RECORDED DATA ▸
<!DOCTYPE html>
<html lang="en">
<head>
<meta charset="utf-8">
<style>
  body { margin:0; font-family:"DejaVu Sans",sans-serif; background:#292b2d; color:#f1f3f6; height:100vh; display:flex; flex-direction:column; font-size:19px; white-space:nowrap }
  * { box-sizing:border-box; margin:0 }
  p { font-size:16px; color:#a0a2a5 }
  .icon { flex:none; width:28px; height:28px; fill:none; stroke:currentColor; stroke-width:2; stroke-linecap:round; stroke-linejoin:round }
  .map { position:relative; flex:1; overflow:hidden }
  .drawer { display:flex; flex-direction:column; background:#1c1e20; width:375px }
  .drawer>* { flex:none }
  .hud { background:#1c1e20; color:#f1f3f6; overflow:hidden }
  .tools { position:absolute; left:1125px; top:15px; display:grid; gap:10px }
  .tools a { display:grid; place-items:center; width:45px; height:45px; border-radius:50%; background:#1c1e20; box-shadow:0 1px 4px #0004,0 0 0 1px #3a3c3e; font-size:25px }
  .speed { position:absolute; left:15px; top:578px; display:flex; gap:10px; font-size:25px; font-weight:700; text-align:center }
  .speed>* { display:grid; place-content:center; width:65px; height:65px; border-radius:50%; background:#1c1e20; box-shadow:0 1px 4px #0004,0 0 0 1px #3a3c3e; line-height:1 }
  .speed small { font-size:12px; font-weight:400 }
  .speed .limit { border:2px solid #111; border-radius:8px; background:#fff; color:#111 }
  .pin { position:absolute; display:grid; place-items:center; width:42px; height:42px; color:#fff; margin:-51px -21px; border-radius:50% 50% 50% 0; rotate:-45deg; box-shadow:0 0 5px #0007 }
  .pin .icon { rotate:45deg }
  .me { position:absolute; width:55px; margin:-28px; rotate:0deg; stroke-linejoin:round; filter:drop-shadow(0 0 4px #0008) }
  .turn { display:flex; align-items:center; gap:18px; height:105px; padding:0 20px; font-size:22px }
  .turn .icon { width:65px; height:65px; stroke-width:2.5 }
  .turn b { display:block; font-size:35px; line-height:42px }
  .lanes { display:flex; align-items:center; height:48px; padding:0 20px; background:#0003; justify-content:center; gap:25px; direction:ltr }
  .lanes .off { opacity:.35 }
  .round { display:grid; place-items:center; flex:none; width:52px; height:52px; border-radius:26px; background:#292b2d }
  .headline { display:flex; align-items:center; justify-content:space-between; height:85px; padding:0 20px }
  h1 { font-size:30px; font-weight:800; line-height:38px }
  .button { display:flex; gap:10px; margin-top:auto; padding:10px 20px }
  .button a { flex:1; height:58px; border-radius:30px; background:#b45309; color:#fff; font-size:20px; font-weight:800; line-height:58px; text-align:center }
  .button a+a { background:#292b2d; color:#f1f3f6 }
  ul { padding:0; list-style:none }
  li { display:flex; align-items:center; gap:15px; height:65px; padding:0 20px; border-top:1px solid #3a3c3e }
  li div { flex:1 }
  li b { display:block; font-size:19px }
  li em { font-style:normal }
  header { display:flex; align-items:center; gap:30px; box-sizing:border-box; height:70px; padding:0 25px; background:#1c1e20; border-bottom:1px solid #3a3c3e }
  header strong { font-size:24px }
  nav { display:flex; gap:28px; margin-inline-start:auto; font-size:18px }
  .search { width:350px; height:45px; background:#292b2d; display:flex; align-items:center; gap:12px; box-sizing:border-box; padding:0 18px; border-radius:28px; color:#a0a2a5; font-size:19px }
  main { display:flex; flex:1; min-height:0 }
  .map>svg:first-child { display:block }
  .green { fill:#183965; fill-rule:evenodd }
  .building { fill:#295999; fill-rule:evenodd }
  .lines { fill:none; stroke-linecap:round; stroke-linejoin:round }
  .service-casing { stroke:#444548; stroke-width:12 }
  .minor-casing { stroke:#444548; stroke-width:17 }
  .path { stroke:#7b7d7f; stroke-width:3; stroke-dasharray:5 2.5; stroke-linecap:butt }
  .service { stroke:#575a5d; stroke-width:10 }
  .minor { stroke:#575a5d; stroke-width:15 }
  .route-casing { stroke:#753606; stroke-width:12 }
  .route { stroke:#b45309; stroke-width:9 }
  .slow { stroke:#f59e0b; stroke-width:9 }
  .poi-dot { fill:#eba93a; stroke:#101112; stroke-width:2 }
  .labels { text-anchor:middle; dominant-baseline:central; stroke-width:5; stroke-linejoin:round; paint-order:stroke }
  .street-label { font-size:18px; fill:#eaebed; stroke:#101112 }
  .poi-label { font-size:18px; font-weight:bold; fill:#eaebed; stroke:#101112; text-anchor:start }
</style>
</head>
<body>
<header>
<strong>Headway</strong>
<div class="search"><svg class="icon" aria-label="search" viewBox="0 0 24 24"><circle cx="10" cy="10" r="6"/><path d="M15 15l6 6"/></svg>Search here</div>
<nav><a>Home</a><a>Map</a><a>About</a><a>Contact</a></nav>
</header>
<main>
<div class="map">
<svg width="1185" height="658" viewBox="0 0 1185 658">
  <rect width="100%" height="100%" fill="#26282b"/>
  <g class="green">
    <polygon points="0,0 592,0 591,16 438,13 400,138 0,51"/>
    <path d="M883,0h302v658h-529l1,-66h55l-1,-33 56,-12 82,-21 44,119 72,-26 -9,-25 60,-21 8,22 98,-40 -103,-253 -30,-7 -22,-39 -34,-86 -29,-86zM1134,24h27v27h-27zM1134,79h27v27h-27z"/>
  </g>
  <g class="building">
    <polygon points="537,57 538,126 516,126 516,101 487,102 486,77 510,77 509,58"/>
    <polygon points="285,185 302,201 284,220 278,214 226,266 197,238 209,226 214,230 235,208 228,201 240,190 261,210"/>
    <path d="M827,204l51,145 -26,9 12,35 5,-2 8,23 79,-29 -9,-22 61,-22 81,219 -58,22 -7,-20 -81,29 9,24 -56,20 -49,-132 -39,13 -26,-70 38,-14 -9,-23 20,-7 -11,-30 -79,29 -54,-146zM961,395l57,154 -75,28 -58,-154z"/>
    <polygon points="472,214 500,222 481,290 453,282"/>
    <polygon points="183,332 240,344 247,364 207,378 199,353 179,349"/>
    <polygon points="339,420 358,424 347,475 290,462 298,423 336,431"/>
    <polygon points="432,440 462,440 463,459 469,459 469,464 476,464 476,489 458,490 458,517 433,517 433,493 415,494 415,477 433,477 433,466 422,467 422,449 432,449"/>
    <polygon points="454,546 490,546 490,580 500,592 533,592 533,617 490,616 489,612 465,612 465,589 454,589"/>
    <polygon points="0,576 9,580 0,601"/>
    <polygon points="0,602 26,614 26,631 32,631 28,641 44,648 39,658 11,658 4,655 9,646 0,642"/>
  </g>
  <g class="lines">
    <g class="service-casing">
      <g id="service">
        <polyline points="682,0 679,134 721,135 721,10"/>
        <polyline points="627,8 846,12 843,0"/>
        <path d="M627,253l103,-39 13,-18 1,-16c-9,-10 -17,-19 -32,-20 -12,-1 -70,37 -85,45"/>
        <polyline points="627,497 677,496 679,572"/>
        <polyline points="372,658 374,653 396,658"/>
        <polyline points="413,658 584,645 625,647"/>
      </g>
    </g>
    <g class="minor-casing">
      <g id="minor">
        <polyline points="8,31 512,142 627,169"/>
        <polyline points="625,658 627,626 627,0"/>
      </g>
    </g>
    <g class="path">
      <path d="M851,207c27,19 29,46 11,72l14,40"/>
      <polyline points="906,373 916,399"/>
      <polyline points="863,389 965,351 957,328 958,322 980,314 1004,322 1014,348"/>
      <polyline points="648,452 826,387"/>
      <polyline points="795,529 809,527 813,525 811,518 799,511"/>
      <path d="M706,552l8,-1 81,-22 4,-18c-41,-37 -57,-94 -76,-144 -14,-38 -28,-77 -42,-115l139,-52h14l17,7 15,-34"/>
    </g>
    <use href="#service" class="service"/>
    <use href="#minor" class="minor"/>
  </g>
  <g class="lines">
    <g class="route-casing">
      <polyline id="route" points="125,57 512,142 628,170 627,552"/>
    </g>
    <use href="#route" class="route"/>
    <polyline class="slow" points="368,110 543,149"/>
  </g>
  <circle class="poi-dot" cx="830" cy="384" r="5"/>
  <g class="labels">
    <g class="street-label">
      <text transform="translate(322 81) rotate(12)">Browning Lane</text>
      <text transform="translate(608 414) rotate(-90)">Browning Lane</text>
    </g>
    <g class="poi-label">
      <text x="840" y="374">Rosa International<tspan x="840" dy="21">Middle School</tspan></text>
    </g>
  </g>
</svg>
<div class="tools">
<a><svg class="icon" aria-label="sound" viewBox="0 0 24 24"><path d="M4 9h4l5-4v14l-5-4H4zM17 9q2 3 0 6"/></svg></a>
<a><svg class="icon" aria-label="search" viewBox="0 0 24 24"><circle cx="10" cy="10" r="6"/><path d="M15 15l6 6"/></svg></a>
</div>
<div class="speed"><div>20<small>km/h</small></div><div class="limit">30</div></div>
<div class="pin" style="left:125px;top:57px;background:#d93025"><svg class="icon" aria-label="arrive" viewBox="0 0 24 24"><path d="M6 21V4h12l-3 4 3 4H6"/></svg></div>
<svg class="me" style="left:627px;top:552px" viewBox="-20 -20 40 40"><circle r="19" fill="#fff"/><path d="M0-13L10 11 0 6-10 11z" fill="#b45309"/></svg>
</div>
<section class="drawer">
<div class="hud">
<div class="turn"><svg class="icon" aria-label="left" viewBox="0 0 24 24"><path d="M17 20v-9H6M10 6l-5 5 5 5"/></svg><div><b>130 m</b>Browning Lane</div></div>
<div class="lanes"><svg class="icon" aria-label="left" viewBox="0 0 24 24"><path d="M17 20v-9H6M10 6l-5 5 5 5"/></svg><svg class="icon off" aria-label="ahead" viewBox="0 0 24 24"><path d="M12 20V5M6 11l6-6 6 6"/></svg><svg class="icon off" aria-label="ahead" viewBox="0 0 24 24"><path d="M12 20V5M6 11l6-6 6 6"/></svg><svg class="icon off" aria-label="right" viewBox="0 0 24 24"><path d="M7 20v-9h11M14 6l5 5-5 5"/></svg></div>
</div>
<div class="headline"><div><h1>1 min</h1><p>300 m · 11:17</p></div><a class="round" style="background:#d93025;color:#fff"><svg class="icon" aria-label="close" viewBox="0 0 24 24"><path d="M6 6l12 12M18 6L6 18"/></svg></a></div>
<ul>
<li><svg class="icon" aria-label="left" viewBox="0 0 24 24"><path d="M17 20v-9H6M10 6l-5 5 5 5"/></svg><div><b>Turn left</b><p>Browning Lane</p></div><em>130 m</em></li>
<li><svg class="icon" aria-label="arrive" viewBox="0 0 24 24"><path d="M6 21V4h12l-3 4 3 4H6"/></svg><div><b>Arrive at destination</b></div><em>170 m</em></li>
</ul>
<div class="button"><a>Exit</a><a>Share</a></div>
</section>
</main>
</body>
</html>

WHAT IS NEEDED ▸ Within the material above, transcribe exactly the lines that run from the line holding "position:absolute; width:55px; margin:-28px;" through the line holding "display:flex; gap:10px; margin-top:auto;".

ANSWER TO THE EXERCISE ▸
  .me { position:absolute; width:55px; margin:-28px; rotate:0deg; stroke-linejoin:round; filter:drop-shadow(0 0 4px #0008) }
  .turn { display:flex; align-items:center; gap:18px; height:105px; padding:0 20px; font-size:22px }
  .turn .icon { width:65px; height:65px; stroke-width:2.5 }
  .turn b { display:block; font-size:35px; line-height:42px }
  .lanes { display:flex; align-items:center; height:48px; padding:0 20px; background:#0003; justify-content:center; gap:25px; direction:ltr }
  .lanes .off { opacity:.35 }
  .round { display:grid; place-items:center; flex:none; width:52px; height:52px; border-radius:26px; background:#292b2d }
  .headline { display:flex; align-items:center; justify-content:space-between; height:85px; padding:0 20px }
  h1 { font-size:30px; font-weight:800; line-height:38px }
  .button { display:flex; gap:10px; margin-top:auto; padding:10px 20px }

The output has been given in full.